====== Data under study

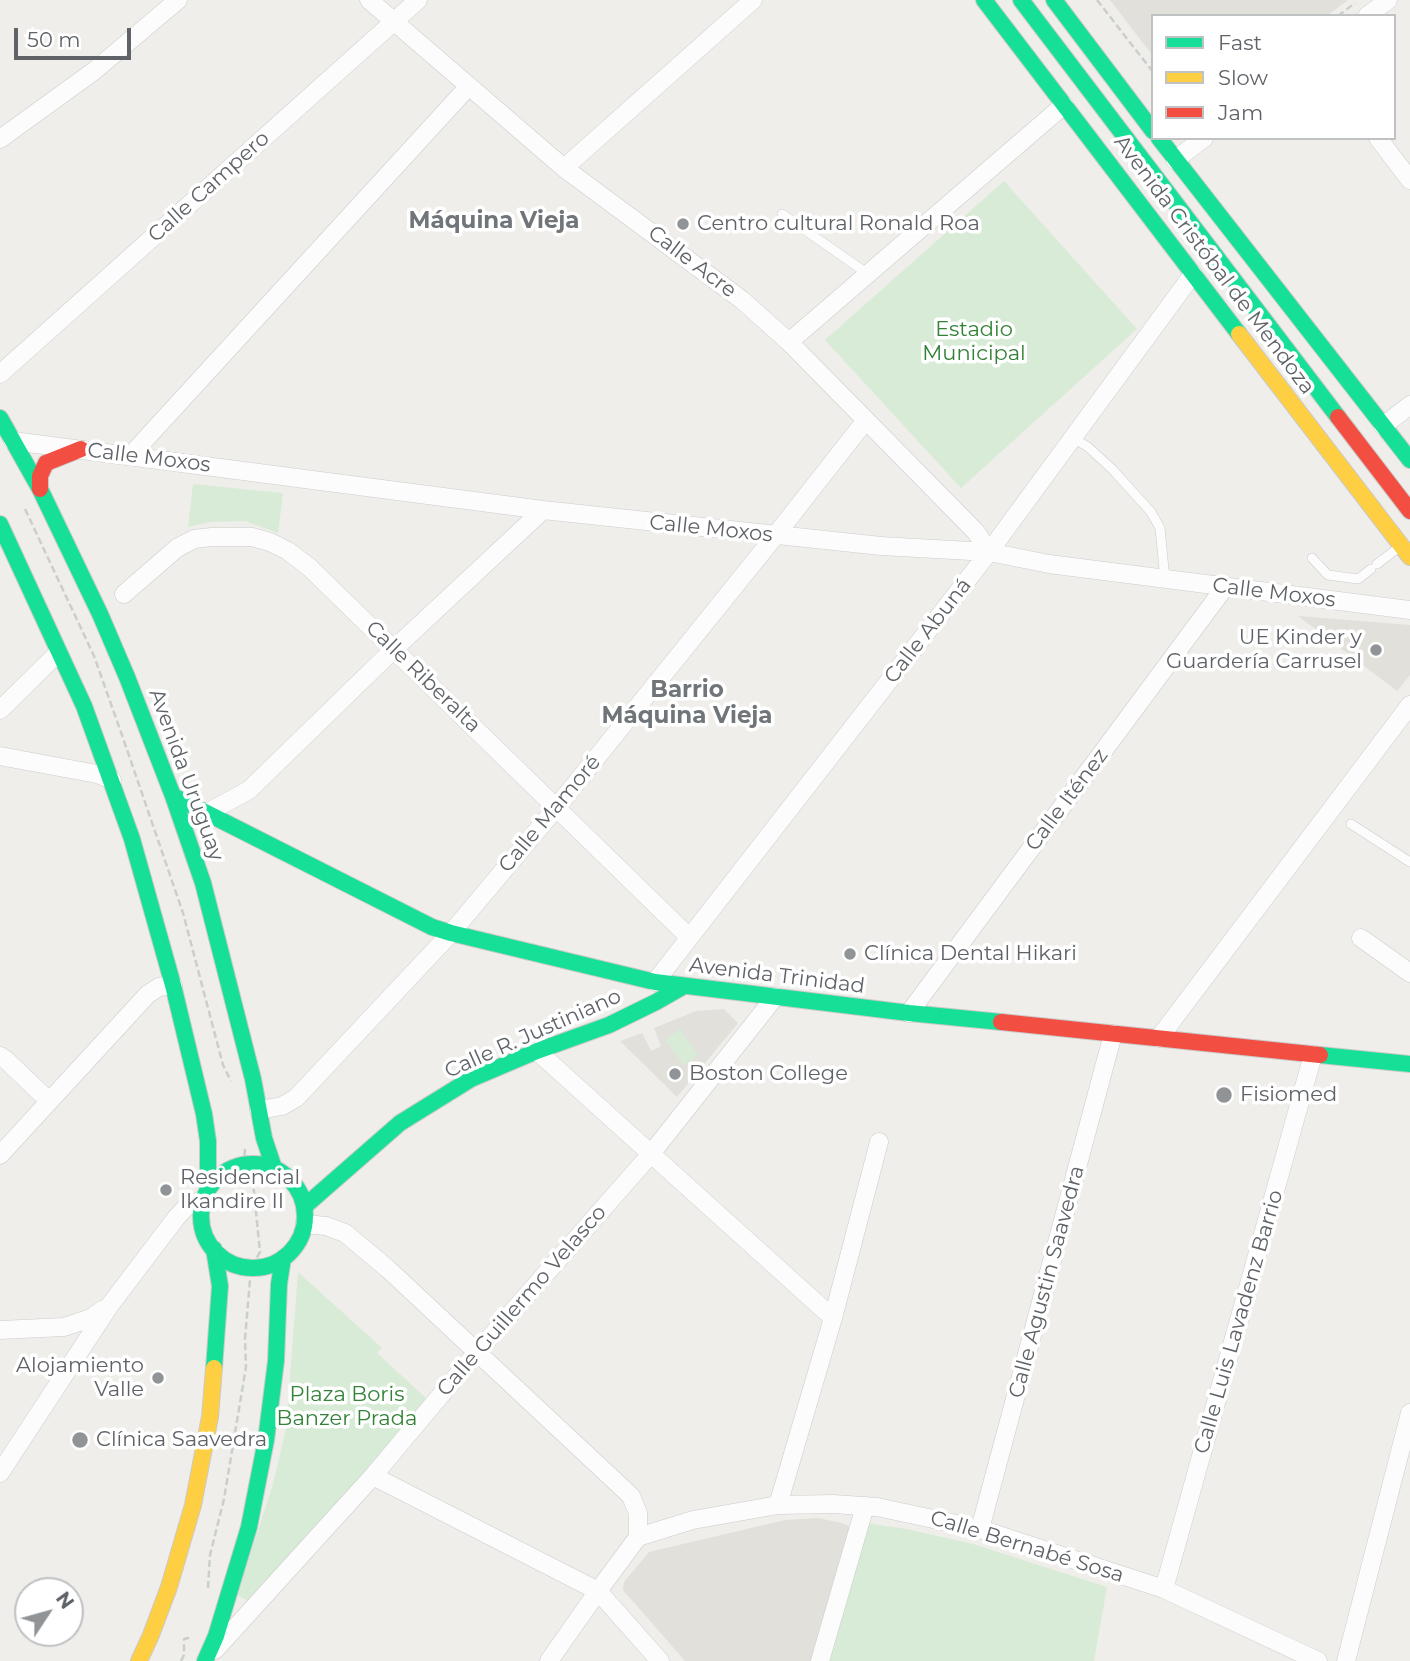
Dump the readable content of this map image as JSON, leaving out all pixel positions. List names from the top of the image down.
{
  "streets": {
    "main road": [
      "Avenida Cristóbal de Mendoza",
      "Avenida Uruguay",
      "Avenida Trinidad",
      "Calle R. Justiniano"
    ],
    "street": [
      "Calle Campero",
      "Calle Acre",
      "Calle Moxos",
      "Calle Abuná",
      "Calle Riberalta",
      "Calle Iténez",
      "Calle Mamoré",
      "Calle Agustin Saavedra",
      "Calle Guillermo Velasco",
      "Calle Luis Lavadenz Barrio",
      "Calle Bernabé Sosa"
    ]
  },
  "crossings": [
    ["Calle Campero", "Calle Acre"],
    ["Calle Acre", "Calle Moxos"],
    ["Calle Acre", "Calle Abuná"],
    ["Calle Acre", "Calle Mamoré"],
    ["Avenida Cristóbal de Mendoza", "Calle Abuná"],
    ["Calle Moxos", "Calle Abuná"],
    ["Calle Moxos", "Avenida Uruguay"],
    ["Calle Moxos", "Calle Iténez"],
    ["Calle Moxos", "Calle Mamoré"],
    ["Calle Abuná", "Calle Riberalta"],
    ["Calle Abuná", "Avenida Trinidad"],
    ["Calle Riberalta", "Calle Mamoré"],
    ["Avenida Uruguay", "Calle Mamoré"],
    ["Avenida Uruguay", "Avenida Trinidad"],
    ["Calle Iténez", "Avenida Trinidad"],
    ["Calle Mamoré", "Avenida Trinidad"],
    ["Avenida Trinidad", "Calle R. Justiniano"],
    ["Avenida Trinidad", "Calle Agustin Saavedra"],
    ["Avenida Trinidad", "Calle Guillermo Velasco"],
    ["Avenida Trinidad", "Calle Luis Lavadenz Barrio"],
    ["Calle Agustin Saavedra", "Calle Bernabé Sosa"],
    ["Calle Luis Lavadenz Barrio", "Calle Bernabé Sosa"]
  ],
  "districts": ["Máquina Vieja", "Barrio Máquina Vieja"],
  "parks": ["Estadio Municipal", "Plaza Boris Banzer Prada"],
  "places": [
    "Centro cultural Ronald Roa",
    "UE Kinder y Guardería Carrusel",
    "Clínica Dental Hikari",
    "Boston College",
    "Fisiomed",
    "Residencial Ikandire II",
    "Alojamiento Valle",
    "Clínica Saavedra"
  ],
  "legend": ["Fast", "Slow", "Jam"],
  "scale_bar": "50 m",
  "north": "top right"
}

============

• [Activity]
Each record, word for word, should be printed again without its pictures.

• [Reply]
Dump the readable content of this map image as JSON, leaving out all pixel positions. List names from the top of the image down.
{
  "streets": {
    "main road": [
      "Avenida Cristóbal de Mendoza",
      "Avenida Uruguay",
      "Avenida Trinidad",
      "Calle R. Justiniano"
    ],
    "street": [
      "Calle Campero",
      "Calle Acre",
      "Calle Moxos",
      "Calle Abuná",
      "Calle Riberalta",
      "Calle Iténez",
      "Calle Mamoré",
      "Calle Agustin Saavedra",
      "Calle Guillermo Velasco",
      "Calle Luis Lavadenz Barrio",
      "Calle Bernabé Sosa"
    ]
  },
  "crossings": [
    ["Calle Campero", "Calle Acre"],
    ["Calle Acre", "Calle Moxos"],
    ["Calle Acre", "Calle Abuná"],
    ["Calle Acre", "Calle Mamoré"],
    ["Avenida Cristóbal de Mendoza", "Calle Abuná"],
    ["Calle Moxos", "Calle Abuná"],
    ["Calle Moxos", "Avenida Uruguay"],
    ["Calle Moxos", "Calle Iténez"],
    ["Calle Moxos", "Calle Mamoré"],
    ["Calle Abuná", "Calle Riberalta"],
    ["Calle Abuná", "Avenida Trinidad"],
    ["Calle Riberalta", "Calle Mamoré"],
    ["Avenida Uruguay", "Calle Mamoré"],
    ["Avenida Uruguay", "Avenida Trinidad"],
    ["Calle Iténez", "Avenida Trinidad"],
    ["Calle Mamoré", "Avenida Trinidad"],
    ["Avenida Trinidad", "Calle R. Justiniano"],
    ["Avenida Trinidad", "Calle Agustin Saavedra"],
    ["Avenida Trinidad", "Calle Guillermo Velasco"],
    ["Avenida Trinidad", "Calle Luis Lavadenz Barrio"],
    ["Calle Agustin Saavedra", "Calle Bernabé Sosa"],
    ["Calle Luis Lavadenz Barrio", "Calle Bernabé Sosa"]
  ],
  "districts": ["Máquina Vieja", "Barrio Máquina Vieja"],
  "parks": ["Estadio Municipal", "Plaza Boris Banzer Prada"],
  "places": [
    "Centro cultural Ronald Roa",
    "UE Kinder y Guardería Carrusel",
    "Clínica Dental Hikari",
    "Boston College",
    "Fisiomed",
    "Residencial Ikandire II",
    "Alojamiento Valle",
    "Clínica Saavedra"
  ],
  "legend": ["Fast", "Slow", "Jam"],
  "scale_bar": "50 m",
  "north": "top right"
}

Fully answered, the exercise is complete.